What needs to be done
Your answer should consist of every line in the records that holds "compass".

Extracted data

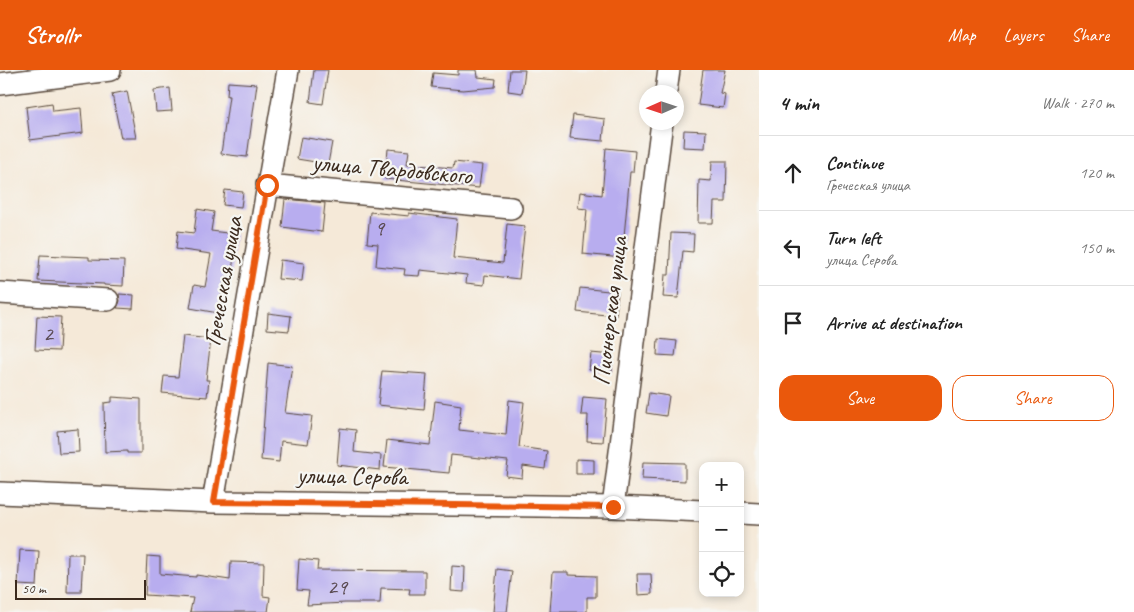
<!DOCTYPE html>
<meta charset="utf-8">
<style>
body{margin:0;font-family:Caveat,sans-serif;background:#f2f2f2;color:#222}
.controls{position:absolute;right:15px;bottom:15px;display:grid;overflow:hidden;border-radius:10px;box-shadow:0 2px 8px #0003}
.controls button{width:45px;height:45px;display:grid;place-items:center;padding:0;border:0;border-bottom:1px solid #e0e0e0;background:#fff;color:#222;font:25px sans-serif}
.compass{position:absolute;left:639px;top:15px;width:45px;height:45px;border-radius:50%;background:#fff;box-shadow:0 2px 8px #0003;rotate:267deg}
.scale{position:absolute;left:15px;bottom:12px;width:131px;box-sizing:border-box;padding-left:5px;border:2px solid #3b2a1e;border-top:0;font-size:14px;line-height:18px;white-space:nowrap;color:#3b2a1e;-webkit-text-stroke:4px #f6f6f2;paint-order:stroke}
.stop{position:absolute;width:15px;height:15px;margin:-11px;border:4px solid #ea580c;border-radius:50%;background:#fff}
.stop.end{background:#ea580c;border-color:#fff;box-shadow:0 1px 5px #0008}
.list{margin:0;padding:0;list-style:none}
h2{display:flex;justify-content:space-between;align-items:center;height:65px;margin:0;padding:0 20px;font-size:21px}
h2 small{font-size:16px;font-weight:400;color:#767676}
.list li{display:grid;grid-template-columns:32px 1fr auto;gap:15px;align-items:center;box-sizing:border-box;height:75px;padding:0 20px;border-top:1px solid #e0e0e0}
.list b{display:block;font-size:19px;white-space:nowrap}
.list p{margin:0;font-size:16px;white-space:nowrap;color:#767676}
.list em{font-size:16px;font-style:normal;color:#767676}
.actions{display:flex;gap:10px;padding:15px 20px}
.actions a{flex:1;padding:11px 0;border:1px solid #ea580c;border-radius:15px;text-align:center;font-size:18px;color:#ea580c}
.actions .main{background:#ea580c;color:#fff}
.icon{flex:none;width:28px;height:28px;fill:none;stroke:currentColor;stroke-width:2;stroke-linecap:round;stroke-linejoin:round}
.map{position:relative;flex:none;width:759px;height:542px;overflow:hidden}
header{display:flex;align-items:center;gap:30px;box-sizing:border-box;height:70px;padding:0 25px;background:#ea580c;color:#fff}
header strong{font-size:24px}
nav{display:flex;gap:28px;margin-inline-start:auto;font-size:18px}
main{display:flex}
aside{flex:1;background:#fff}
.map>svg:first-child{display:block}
.building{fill:#b8adef}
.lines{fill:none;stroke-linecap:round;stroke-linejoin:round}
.minor-casing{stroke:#57473a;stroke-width:24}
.minor{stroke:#fff;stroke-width:21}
.route{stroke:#ea580c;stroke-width:6}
.labels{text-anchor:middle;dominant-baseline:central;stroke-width:4.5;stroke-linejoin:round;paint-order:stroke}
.number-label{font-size:22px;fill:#5a4b52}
.street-label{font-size:25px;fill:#3b2a1e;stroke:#f6f6f2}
</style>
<header>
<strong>Strollr</strong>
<nav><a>Map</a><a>Layers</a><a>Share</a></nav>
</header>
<main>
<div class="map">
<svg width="759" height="542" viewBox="0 0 759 542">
<rect width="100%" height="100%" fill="#f6f6f2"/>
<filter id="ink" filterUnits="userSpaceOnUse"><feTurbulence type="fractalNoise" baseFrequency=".02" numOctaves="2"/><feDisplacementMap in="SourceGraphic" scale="10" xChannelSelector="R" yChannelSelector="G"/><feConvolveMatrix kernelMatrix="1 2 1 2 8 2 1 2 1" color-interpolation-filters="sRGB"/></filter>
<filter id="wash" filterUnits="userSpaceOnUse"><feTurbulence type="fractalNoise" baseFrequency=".0096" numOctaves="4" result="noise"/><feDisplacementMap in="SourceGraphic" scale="20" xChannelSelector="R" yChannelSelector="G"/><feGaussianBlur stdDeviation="1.12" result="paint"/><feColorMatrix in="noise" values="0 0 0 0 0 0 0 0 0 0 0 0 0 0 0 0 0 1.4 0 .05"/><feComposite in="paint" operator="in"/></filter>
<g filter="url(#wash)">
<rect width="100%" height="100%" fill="#f5e9d8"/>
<g id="blocks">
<!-- building -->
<path class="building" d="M314,0H328L323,34L310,32Z
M458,0H477L478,7L496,9L495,17L463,20L431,17L433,3L458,5Z
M510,0H525L522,23L508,21Z
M703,0H725L720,23L725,24L723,38L698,35Z
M228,12L257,14L247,87L221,84L229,26H227Z
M170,18L172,41L156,42L154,20Z
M127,21L136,68H121L112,24Z
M52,33L53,41L81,38L83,63L30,70L26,37Z
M573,45L605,49L603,71L570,68Z
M684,60L706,61L705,78L683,77Z
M301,67L332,72L328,94L297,89Z
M606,78L635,81L633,102H630L622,188L583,184L587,139L578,138L580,122L602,125Z
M388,79L409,81L407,94L453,98L454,92L482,95L479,118L385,109Z
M712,91H727L726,132H714L713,153H698L699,110L711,111Z
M225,120L243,122L241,137L223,135Z
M285,129L325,133L322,162L282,157Z
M197,139L214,142L211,161L235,164L232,188L234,189L230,208L225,207L218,243L190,238L194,215L205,217L211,184L176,179L178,161L194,163Z
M370,142L409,146V143L457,149L453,188L503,193L507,154L525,156L519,209L485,205L484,215L466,213L467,205L420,200L419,206L404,205L405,199L376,196L378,174L367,173Z
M671,163L694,164L693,182L683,181L678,228L663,227L665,205H669Z
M40,185L89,187V190L124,191L123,216L104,215V214L38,211Z
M280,190L304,193L302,211L278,209Z
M580,218L618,222L616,246L577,242Z
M119,224L134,225L133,239L117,238L120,231Z
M268,243L291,246L289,261L267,259Z
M37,246L61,247L59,281L35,280Z
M183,266L211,269L206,310H209L207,327L162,323L164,306L178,307Z
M658,269L677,271L675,286L657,285Z
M591,283L613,285L612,302L589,300Z
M268,293L292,296L285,343L312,346L308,374L281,371L279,392L261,390Z
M382,301L427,304L424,340L378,335Z
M649,323L669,326L666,346L646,343Z
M112,327L141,329V383H127V381L105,382L104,333L112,332Z
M583,327L607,329L603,372L587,371L588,345H581Z
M509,330L524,332L519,377L547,381L545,399L523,396L522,408L506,406L508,391L451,385L449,403L384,397L387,370L430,375L435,331L461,335L459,360L506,365Z
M340,358L356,360L354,382L381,385L380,400L337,395Z
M78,359L79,382L59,383L57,361Z
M576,389L594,390V404H576Z
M643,392L685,393V411L642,409Z
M20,480L39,481L37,516L18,515Z
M68,484H83L81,522H67Z
M147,486L160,487V504L196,507V505L230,510L231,492L264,493L263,526L270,527L268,542H190L193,528L145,525Z
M299,489L318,491L317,500L425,501V524H409L410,519L381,518L380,533H345L307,535L309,521L297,520Z
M452,496L465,497L464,522L451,521Z
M497,499L512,501L507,542H493Z
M553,502H568V505L596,506V527H587V542H550Z
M637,504H651L652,524L638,525Z"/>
</g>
</g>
<g filter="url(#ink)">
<use href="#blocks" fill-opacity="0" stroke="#57473a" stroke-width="1"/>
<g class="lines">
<defs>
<path id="minor" d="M0,14L110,0
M666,22L669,0
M267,115L511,138
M0,223L108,230
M0,423L213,432L613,437L703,441
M213,432L288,0
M613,437L662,52
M740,443L759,444"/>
</defs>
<!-- minor casing -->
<use href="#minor" class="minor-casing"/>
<!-- minor -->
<use href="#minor" class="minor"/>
</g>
</g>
<g class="lines" filter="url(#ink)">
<!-- route -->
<path class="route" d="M267,115L214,432L613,437"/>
</g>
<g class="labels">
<!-- number labels -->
<g class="number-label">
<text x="379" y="158">9</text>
<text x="48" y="264">2</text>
<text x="337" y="517">29</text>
</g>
<!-- street labels -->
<g class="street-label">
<text transform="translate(392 99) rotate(5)">улица Твардовского</text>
<text transform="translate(223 211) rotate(-80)">Греческая улица</text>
<text transform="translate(610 241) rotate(-83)">Пионерская улица</text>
<text transform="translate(352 406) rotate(1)">улица Серова</text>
</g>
</g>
</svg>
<div class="controls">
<button>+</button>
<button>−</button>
<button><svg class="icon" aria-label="locate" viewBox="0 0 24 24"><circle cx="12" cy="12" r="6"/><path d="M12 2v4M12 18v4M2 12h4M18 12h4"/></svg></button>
</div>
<svg class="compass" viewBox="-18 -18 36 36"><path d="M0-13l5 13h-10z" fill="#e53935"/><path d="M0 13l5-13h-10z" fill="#767676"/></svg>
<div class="scale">50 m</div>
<div class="stop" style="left:267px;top:115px"></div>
<div class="stop end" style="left:613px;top:437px"></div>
</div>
<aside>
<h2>4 min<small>Walk · 270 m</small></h2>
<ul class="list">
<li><svg class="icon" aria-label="ahead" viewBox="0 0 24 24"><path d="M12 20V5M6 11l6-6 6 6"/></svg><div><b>Continue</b><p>Греческая улица</p></div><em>120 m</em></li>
<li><svg class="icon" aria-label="left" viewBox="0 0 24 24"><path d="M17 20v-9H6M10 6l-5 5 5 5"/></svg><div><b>Turn left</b><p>улица Серова</p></div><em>150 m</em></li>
<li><svg class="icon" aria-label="arrive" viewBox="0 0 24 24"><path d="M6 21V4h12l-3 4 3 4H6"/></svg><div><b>Arrive at destination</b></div></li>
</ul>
<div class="actions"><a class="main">Save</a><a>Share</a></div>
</aside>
</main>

Solution to the problem
.compass{position:absolute;left:639px;top:15px;width:45px;height:45px;border-radius:50%;background:#fff;box-shadow:0 2px 8px #0003;rotate:267deg}
<svg class="compass" viewBox="-18 -18 36 36"><path d="M0-13l5 13h-10z" fill="#e53935"/><path d="M0 13l5-13h-10z" fill="#767676"/></svg>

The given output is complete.